As ever, the extras begin with a commentary, which this time features Tom Baker, Elisabeth Sladen and Terrance Dicks, plus Barry Letts who for some reason is not listed on the packaging. This chat sounds like what it is, the reunion of old friends. The rapport is obvious, and the results very entertaining, with Baker’s contributions a particular standout. These four have done quite a lot of Who commentary together and separately, and it shows: they’re in a comfortable groove here.

There are two featurettes on this disc. “Are Friends Electric?” (38:59) is a documentary covering Tom Baker’s casting as the Doctor and the making of Robot. Contributors include all four commentary participants, plus incoming producer Philip Hinchcliffe, director Christopher Barry, production unit manager George Gallacio, plus actors Patricia Maynard, Alec Linstead, Michael Kilgarriff and Edward Burnham. It’s a well-constructed piece as similar ones on other DVDs. A particular bonus is the inclusion of footage of the cast – looking much younger, naturally – at the read-through of the script. Some of the actors Letts considered for the Doctor are intriguing, Graham Crowden, Michael Bentine and Fulton Mackay among them.

The second featurette is “The Tunnel Effect” (13:49), in which Bernard Lodge describes the making and evolution of the series’s distinctive title sequences, using such techniques as howlaround and (inspired by the 2001 Stargate) slitscan. This is a good little feature, managing to convey a lot of information about what could have been a very dry and technical subject and to make it interesting. Lodge consistently pronounces “Pertwee” with the stress on the final syllable, which is a little distracting.

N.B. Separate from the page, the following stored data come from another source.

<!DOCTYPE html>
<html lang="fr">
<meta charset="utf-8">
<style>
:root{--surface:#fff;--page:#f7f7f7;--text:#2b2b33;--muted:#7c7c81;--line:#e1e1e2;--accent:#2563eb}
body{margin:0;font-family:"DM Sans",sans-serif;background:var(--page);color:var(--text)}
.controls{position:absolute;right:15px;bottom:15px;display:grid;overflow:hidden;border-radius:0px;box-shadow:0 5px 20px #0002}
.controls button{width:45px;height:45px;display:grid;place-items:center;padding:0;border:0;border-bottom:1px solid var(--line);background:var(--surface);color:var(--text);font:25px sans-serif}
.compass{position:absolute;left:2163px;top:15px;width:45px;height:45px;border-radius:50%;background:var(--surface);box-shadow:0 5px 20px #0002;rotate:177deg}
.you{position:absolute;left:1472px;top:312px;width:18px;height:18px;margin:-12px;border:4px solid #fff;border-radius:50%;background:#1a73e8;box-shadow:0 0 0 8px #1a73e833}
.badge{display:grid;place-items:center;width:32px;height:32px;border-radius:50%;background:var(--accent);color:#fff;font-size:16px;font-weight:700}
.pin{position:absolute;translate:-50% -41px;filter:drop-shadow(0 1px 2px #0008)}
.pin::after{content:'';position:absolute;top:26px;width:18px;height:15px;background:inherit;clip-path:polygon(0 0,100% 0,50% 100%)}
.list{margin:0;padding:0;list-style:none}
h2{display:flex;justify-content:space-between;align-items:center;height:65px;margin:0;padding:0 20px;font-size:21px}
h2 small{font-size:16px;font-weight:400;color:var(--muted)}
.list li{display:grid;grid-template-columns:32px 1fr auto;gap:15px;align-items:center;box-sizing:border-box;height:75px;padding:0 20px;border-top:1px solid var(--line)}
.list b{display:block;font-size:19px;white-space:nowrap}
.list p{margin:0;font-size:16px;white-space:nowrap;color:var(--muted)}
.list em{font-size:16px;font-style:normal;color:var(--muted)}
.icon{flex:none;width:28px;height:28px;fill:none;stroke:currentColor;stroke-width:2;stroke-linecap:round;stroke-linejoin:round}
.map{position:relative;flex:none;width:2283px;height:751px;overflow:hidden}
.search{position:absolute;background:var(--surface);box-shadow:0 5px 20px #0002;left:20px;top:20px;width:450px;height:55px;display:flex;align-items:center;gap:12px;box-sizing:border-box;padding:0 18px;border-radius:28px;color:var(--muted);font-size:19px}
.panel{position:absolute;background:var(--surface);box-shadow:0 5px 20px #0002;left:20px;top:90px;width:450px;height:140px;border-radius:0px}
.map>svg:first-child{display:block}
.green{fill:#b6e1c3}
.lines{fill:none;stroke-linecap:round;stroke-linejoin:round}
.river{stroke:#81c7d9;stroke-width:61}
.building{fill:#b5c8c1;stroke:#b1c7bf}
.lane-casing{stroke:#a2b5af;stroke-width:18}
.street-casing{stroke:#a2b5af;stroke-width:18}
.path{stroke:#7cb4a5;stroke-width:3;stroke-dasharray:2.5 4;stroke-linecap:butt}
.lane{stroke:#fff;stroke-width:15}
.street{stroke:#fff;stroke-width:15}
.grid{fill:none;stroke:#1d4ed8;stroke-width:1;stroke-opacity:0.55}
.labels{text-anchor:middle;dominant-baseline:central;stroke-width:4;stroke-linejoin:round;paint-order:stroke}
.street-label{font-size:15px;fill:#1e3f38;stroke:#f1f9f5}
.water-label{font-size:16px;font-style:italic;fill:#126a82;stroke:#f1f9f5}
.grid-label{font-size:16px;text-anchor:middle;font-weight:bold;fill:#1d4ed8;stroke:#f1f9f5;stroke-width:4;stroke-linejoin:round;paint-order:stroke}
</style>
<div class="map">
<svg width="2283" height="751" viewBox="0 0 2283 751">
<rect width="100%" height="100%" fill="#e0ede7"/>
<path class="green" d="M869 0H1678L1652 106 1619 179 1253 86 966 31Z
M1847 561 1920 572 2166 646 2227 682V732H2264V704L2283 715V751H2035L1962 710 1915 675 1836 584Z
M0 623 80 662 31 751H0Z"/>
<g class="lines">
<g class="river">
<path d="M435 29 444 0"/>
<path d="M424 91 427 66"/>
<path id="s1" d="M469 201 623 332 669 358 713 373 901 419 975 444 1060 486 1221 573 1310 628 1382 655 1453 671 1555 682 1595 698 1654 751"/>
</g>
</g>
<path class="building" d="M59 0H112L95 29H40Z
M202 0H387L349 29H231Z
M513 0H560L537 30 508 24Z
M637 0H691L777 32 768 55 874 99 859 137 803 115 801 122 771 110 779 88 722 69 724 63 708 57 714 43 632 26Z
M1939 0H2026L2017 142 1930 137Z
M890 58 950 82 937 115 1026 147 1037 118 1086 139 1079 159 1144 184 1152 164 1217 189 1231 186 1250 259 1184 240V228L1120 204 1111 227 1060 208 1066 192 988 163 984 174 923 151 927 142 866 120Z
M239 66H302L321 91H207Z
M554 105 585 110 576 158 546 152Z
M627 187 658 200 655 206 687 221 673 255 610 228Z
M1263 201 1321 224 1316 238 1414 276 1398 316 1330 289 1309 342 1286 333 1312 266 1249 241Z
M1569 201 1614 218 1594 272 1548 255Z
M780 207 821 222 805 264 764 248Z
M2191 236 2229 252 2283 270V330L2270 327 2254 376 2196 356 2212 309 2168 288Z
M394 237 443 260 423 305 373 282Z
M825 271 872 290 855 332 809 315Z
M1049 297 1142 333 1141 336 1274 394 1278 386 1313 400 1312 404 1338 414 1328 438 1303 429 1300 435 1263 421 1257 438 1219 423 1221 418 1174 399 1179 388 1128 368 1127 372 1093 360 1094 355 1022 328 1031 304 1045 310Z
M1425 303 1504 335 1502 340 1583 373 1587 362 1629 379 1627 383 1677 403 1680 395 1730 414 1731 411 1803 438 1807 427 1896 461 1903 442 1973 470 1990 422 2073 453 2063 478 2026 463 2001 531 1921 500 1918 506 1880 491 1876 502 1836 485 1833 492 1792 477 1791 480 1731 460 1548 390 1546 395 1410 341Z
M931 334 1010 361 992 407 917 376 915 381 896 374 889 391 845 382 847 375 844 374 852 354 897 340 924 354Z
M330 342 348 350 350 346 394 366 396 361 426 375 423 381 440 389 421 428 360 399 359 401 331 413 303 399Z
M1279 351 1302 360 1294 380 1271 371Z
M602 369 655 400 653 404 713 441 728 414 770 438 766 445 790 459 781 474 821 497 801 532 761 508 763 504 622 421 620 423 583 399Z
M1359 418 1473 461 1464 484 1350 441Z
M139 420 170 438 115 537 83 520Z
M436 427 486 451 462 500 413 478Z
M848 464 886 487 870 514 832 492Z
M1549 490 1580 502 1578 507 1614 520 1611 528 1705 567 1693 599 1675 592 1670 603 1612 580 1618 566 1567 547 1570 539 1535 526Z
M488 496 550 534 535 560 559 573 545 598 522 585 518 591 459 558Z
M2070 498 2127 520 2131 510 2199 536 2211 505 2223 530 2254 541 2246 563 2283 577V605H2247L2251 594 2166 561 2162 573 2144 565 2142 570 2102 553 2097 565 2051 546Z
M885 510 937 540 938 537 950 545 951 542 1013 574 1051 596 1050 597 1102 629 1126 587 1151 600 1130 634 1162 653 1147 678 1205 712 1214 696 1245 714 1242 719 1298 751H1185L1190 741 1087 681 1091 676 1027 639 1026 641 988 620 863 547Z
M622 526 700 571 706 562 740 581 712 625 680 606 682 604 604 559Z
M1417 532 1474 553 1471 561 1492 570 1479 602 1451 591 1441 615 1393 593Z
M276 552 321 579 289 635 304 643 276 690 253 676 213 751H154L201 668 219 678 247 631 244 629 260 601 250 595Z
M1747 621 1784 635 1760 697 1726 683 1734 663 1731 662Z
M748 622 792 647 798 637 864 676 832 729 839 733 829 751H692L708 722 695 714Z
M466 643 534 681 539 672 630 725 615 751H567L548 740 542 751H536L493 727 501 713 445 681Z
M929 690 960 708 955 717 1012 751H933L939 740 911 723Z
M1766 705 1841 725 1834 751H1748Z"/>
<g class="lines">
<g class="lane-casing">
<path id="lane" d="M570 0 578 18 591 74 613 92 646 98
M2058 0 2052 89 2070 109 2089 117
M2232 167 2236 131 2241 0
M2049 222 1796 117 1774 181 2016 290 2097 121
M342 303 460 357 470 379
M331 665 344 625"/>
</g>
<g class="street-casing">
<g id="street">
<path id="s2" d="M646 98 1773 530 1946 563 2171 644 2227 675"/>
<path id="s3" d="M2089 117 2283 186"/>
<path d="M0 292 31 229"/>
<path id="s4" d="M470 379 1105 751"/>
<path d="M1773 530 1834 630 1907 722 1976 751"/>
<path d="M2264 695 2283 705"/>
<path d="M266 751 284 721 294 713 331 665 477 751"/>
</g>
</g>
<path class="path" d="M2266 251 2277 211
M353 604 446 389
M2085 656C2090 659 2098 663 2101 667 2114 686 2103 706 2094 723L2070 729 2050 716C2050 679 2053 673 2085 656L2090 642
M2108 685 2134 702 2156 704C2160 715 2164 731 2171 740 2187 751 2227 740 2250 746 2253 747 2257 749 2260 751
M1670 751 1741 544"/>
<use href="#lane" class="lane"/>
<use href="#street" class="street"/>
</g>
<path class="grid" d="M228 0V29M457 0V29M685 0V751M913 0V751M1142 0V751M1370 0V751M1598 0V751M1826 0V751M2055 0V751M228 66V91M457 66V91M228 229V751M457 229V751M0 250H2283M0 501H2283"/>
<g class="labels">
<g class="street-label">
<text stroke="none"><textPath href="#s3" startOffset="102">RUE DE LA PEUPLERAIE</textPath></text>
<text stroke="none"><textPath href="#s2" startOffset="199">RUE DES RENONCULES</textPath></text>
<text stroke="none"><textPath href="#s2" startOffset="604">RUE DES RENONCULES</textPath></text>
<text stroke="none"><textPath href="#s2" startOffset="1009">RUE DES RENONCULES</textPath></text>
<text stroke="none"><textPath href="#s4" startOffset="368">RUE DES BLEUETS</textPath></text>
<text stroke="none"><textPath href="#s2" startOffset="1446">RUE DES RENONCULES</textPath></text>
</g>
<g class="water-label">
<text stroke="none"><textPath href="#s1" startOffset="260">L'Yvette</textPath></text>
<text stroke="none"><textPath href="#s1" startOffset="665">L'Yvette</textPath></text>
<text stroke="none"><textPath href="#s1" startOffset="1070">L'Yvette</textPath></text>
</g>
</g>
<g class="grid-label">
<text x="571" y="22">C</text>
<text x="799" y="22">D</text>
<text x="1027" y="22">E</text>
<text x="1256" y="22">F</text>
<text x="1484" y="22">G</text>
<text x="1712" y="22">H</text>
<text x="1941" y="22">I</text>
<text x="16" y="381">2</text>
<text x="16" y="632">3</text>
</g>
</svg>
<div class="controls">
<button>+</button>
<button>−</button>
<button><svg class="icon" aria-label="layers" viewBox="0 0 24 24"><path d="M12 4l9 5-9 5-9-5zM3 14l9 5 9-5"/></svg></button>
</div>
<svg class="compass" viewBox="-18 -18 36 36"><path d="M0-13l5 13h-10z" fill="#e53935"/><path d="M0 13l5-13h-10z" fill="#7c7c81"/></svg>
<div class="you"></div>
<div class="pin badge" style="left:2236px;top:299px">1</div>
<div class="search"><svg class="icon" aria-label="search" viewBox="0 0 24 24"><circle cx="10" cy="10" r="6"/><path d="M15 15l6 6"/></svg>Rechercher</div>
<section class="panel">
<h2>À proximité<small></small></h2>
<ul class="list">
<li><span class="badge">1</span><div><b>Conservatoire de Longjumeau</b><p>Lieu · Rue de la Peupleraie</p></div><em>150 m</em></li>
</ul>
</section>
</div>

Extracts from the long-running children’s TV show Blue Peter have made appearances on quite a few Who DVDs. Included on this one is the opening (2:15) of a 1974 edition broadcast from the set of Robot due to a technician’s strike. This features the classic threesome of Lesley Judd in a very 70s dress, John Noakes and Peter Purves. Valerie Singleton is named in the credits but doesn’t appear in this extract, though the two dogs and the cat do.

The extras are rounded off with the usual items: the ever-informative production subtitles (written this time by Richard Molesworth), a self-navigating stills gallery (4:15) and Radio Times listings in PDF format. You’ll find the Easter egg in the same place as it often is on a Who DVD: this time this comprises continuity links for the opening of Episode One and the end of Episode Four, with a soundtrack that sounds like it was recorded off-air.

Robot is probably more one for the collector than for the more casual viewer. It’s not one of the series’s classics, nor is it a turkey. It’ll make for a pleasant hour and a half’s watch with some interesting and well-put-together extras.